* _WHAT IS NEEDED_:
Output every record exactly, apart from its images.

[Opening EXERCISE DATA section]

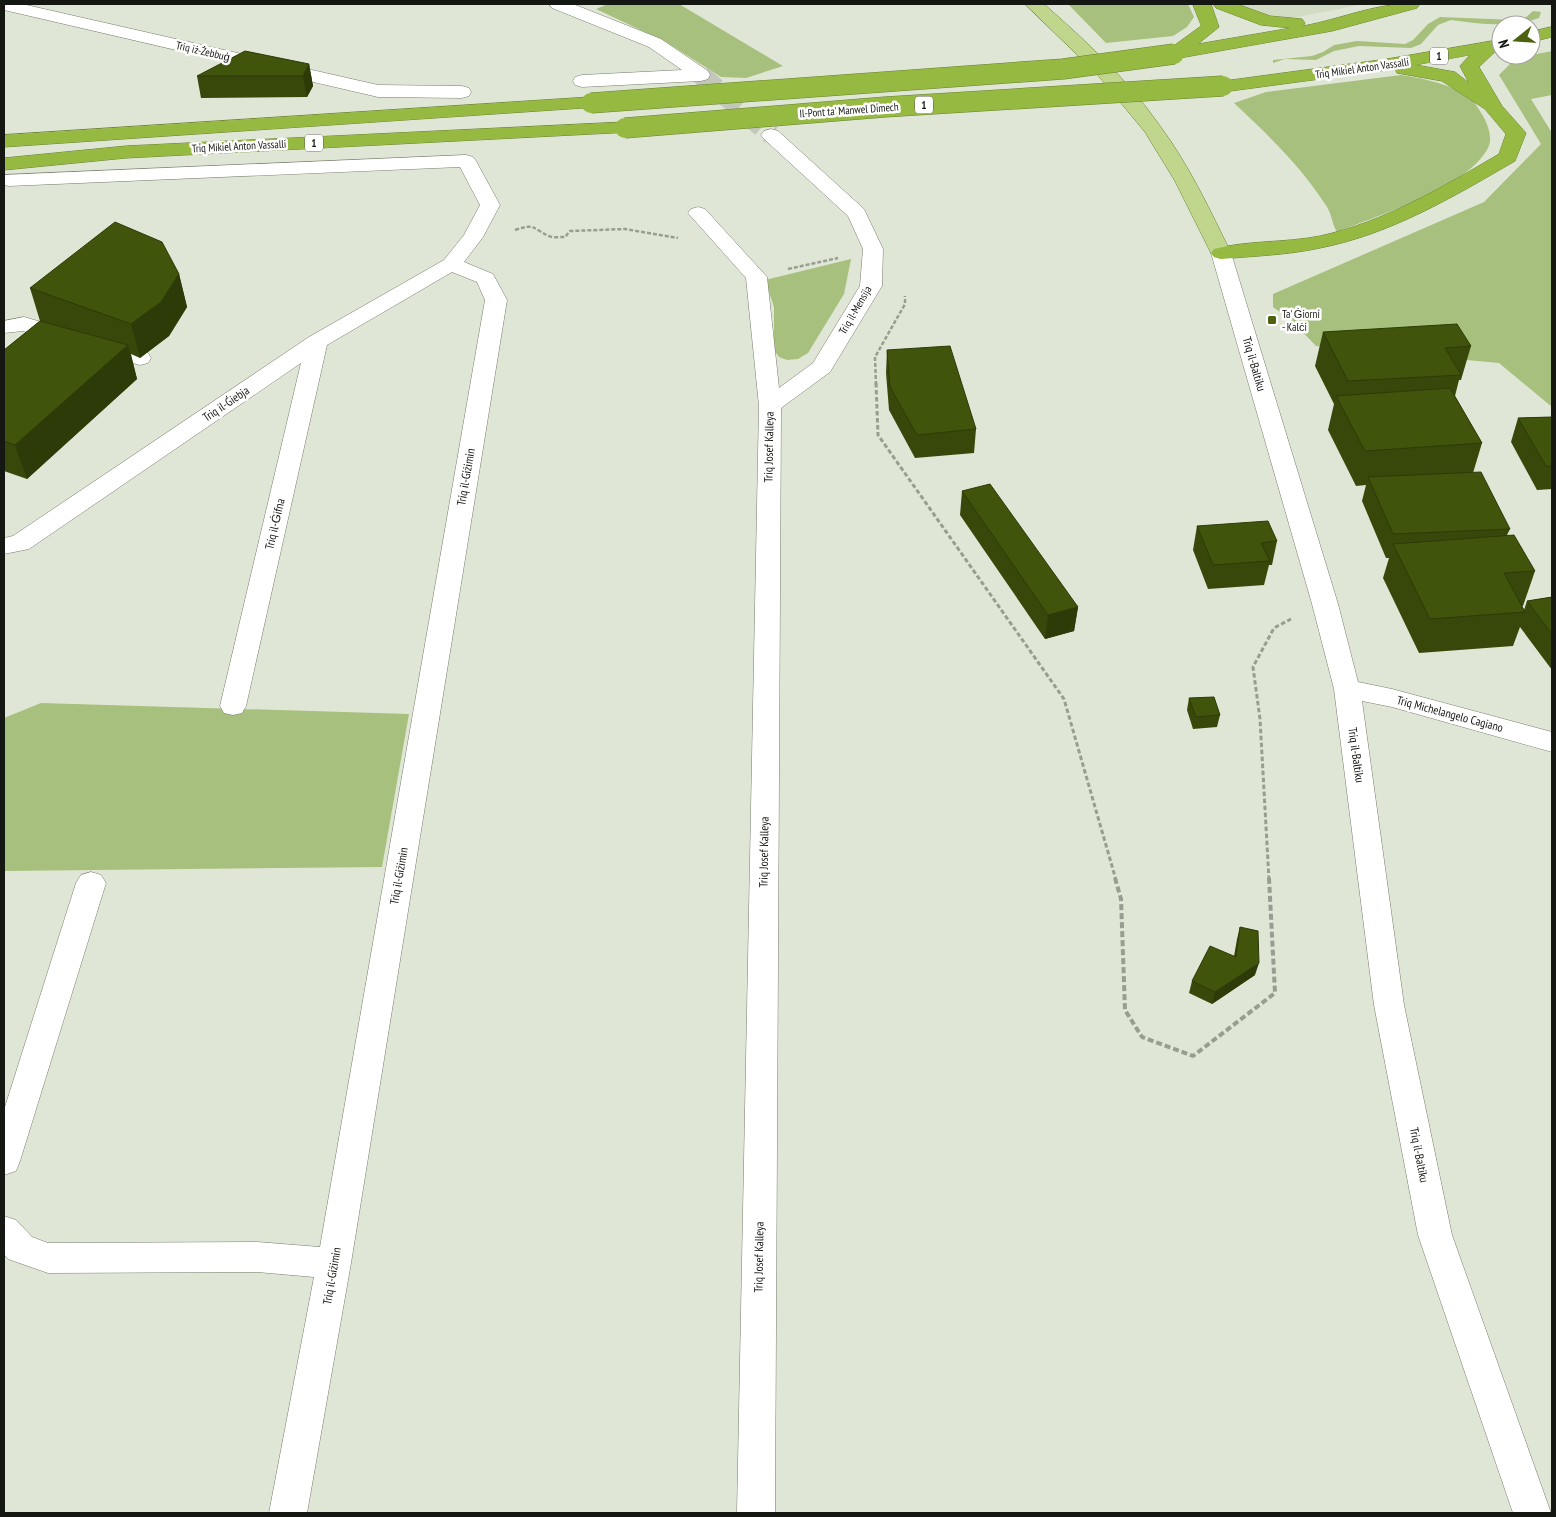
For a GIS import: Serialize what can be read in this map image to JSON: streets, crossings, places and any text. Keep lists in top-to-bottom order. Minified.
{"streets":{"highway":["1","Triq Mikiel Anton Vassalli","Il-Pont ta' Manwel Dimech"],"main road":["Triq il-Baltiku"],"street":["Triq iż-Żebbuġ","Triq il-Mensija","Triq il-Ǵiebja","Triq Josef Kalleya","Triq il-Giżimin","Triq il-Ġifna","Triq Michelangelo Cagiano"]},"crossings":[["1","Triq Mikiel Anton Vassalli"],["Triq Mikiel Anton Vassalli","Il-Pont ta' Manwel Dimech"],["Triq il-Mensija","Triq Josef Kalleya"],["Triq il-Baltiku","Triq Michelangelo Cagiano"],["Triq il-Ǵiebja","Triq il-Giżimin"],["Triq il-Ǵiebja","Triq il-Ġifna"]],"places":{"transit":["Ta' Ġiorni - Kalċi"]},"north":"left"}
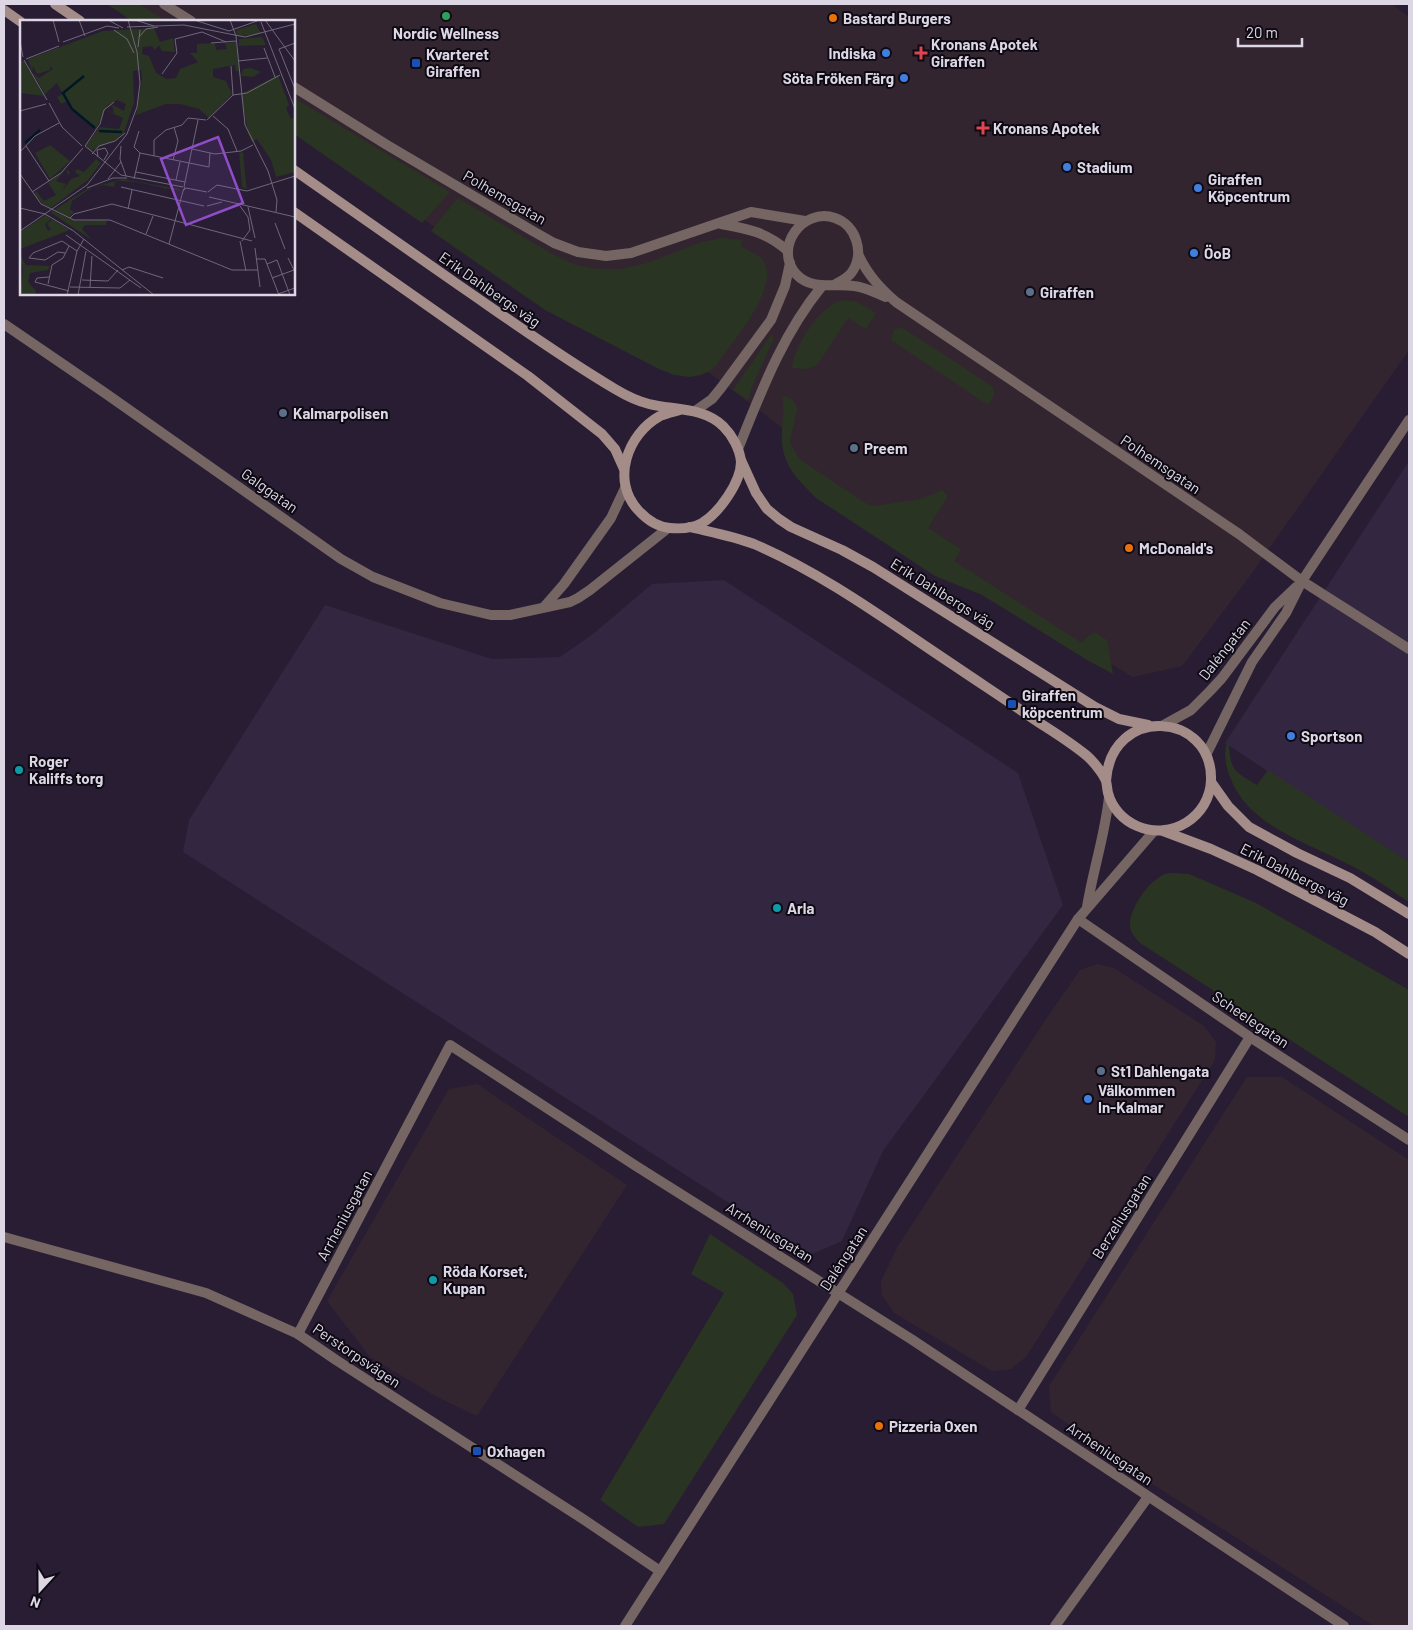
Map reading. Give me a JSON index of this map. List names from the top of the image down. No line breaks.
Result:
{"streets":{"main road":["Erik Dahlbergs väg"],"street":["Polhemsgatan","Galggatan","Daléngatan","Scheelegatan","Arrheniusgatan","Berzeliusgatan","Perstorpsvägen"]},"crossings":[["Polhemsgatan","Daléngatan"],["Erik Dahlbergs väg","Galggatan"],["Erik Dahlbergs väg","Daléngatan"],["Daléngatan","Scheelegatan"],["Daléngatan","Arrheniusgatan"],["Daléngatan","Perstorpsvägen"],["Scheelegatan","Berzeliusgatan"],["Arrheniusgatan","Berzeliusgatan"],["Arrheniusgatan","Perstorpsvägen"]],"places":{"other":["Nordic Wellness","Bastard Burgers","Indiska","Söta Fröken Färg","Stadium","Giraffen Köpcentrum","ÖoB","Giraffen","Kalmarpolisen","Preem","McDonald's","Sportson","Roger Kaliffs torg","Arla","St1 Dahlengata","Välkommen In-Kalmar","Röda Korset, Kupan","Pizzeria Oxen"],"health":["Kronans Apotek Giraffen","Kronans Apotek"],"transit":["Kvarteret Giraffen","Giraffen köpcentrum","Oxhagen"]},"scale_bar":"20 m","north":"bottom"}
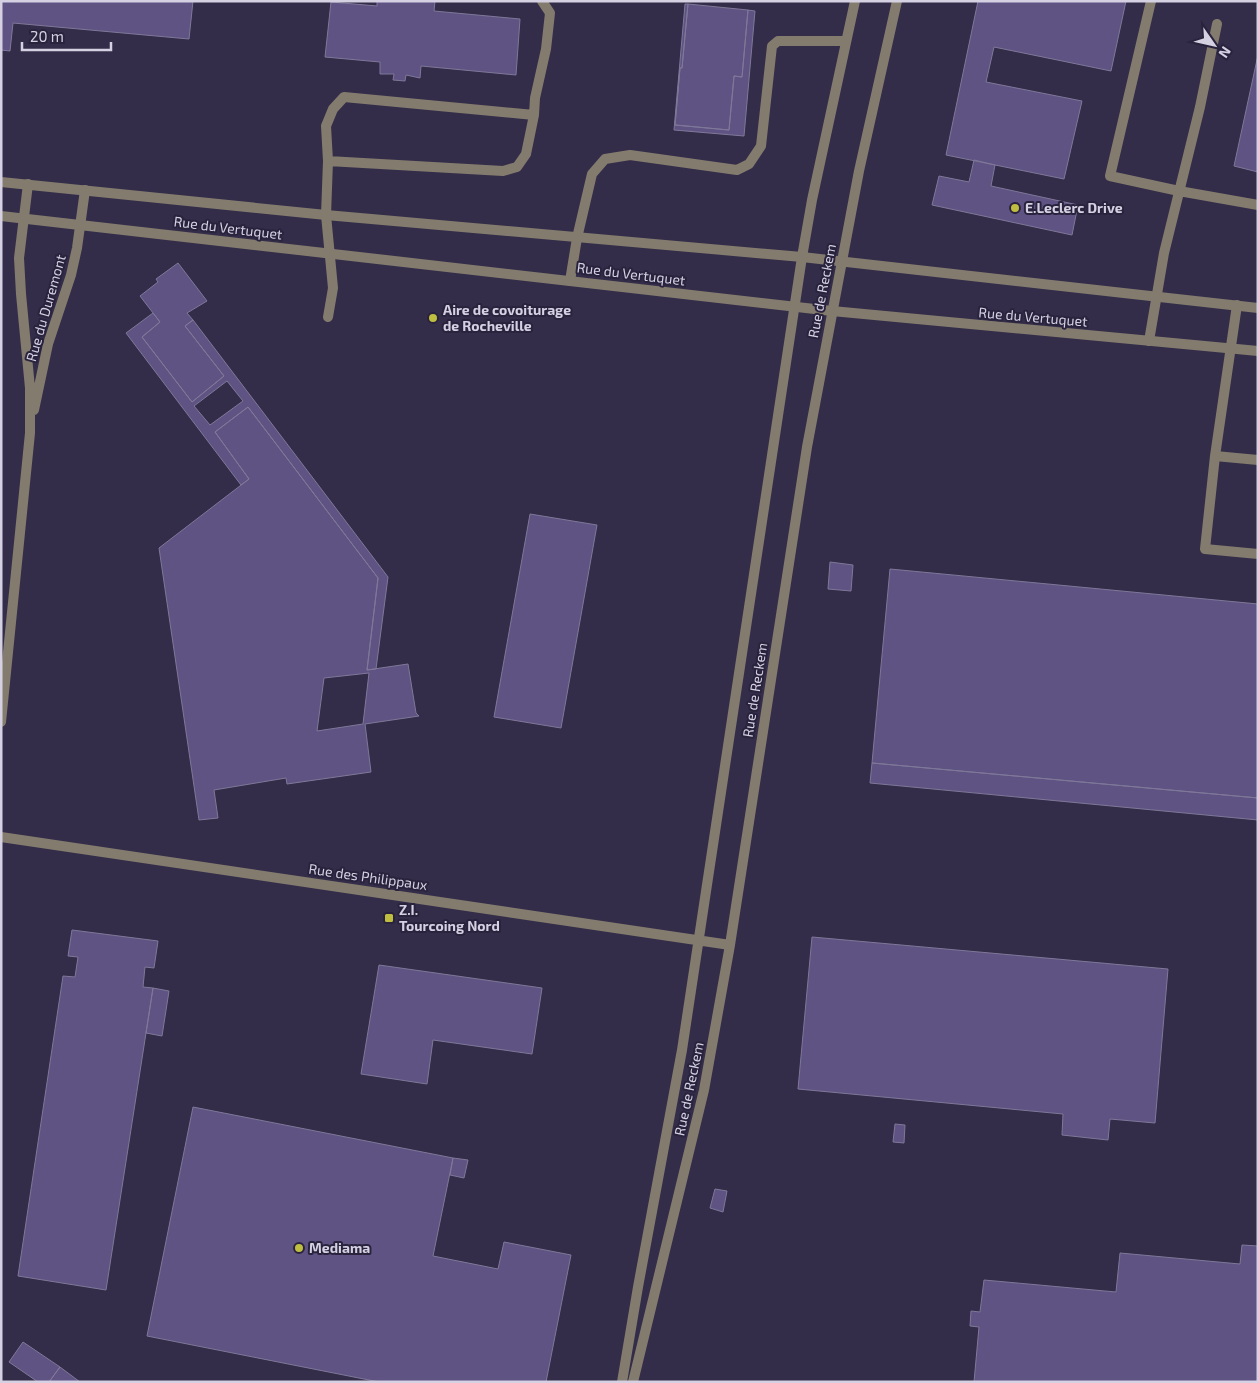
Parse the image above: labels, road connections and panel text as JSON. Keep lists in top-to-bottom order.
{
  "streets": {
    "street": [
      "Rue du Vertuquet",
      "Rue de Reckem",
      "Rue du Duremont",
      "Rue des Philippaux"
    ]
  },
  "crossings": [
    ["Rue du Vertuquet", "Rue de Reckem"],
    ["Rue du Vertuquet", "Rue du Duremont"],
    ["Rue de Reckem", "Rue des Philippaux"]
  ],
  "places": {
    "other": ["E.Leclerc Drive", "Aire de covoiturage de Rocheville", "Mediama"],
    "transit": ["Z.I. Tourcoing Nord"]
  },
  "scale_bar": "20 m",
  "north": "bottom right"
}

[Closing EXERCISE DATA section]

* _RESPONSE TO THE EXERCISE_:
For a GIS import: Serialize what can be read in this map image to JSON: streets, crossings, places and any text. Keep lists in top-to-bottom order. Minified.
{"streets":{"highway":["1","Triq Mikiel Anton Vassalli","Il-Pont ta' Manwel Dimech"],"main road":["Triq il-Baltiku"],"street":["Triq iż-Żebbuġ","Triq il-Mensija","Triq il-Ǵiebja","Triq Josef Kalleya","Triq il-Giżimin","Triq il-Ġifna","Triq Michelangelo Cagiano"]},"crossings":[["1","Triq Mikiel Anton Vassalli"],["Triq Mikiel Anton Vassalli","Il-Pont ta' Manwel Dimech"],["Triq il-Mensija","Triq Josef Kalleya"],["Triq il-Baltiku","Triq Michelangelo Cagiano"],["Triq il-Ǵiebja","Triq il-Giżimin"],["Triq il-Ǵiebja","Triq il-Ġifna"]],"places":{"transit":["Ta' Ġiorni - Kalċi"]},"north":"left"}
Map reading. Give me a JSON index of this map. List names from the top of the image down. No line breaks.
Result:
{"streets":{"main road":["Erik Dahlbergs väg"],"street":["Polhemsgatan","Galggatan","Daléngatan","Scheelegatan","Arrheniusgatan","Berzeliusgatan","Perstorpsvägen"]},"crossings":[["Polhemsgatan","Daléngatan"],["Erik Dahlbergs väg","Galggatan"],["Erik Dahlbergs väg","Daléngatan"],["Daléngatan","Scheelegatan"],["Daléngatan","Arrheniusgatan"],["Daléngatan","Perstorpsvägen"],["Scheelegatan","Berzeliusgatan"],["Arrheniusgatan","Berzeliusgatan"],["Arrheniusgatan","Perstorpsvägen"]],"places":{"other":["Nordic Wellness","Bastard Burgers","Indiska","Söta Fröken Färg","Stadium","Giraffen Köpcentrum","ÖoB","Giraffen","Kalmarpolisen","Preem","McDonald's","Sportson","Roger Kaliffs torg","Arla","St1 Dahlengata","Välkommen In-Kalmar","Röda Korset, Kupan","Pizzeria Oxen"],"health":["Kronans Apotek Giraffen","Kronans Apotek"],"transit":["Kvarteret Giraffen","Giraffen köpcentrum","Oxhagen"]},"scale_bar":"20 m","north":"bottom"}
Parse the image above: labels, road connections and panel text as JSON. Keep lists in top-to-bottom order.
{
  "streets": {
    "street": [
      "Rue du Vertuquet",
      "Rue de Reckem",
      "Rue du Duremont",
      "Rue des Philippaux"
    ]
  },
  "crossings": [
    ["Rue du Vertuquet", "Rue de Reckem"],
    ["Rue du Vertuquet", "Rue du Duremont"],
    ["Rue de Reckem", "Rue des Philippaux"]
  ],
  "places": {
    "other": ["E.Leclerc Drive", "Aire de covoiturage de Rocheville", "Mediama"],
    "transit": ["Z.I. Tourcoing Nord"]
  },
  "scale_bar": "20 m",
  "north": "bottom right"
}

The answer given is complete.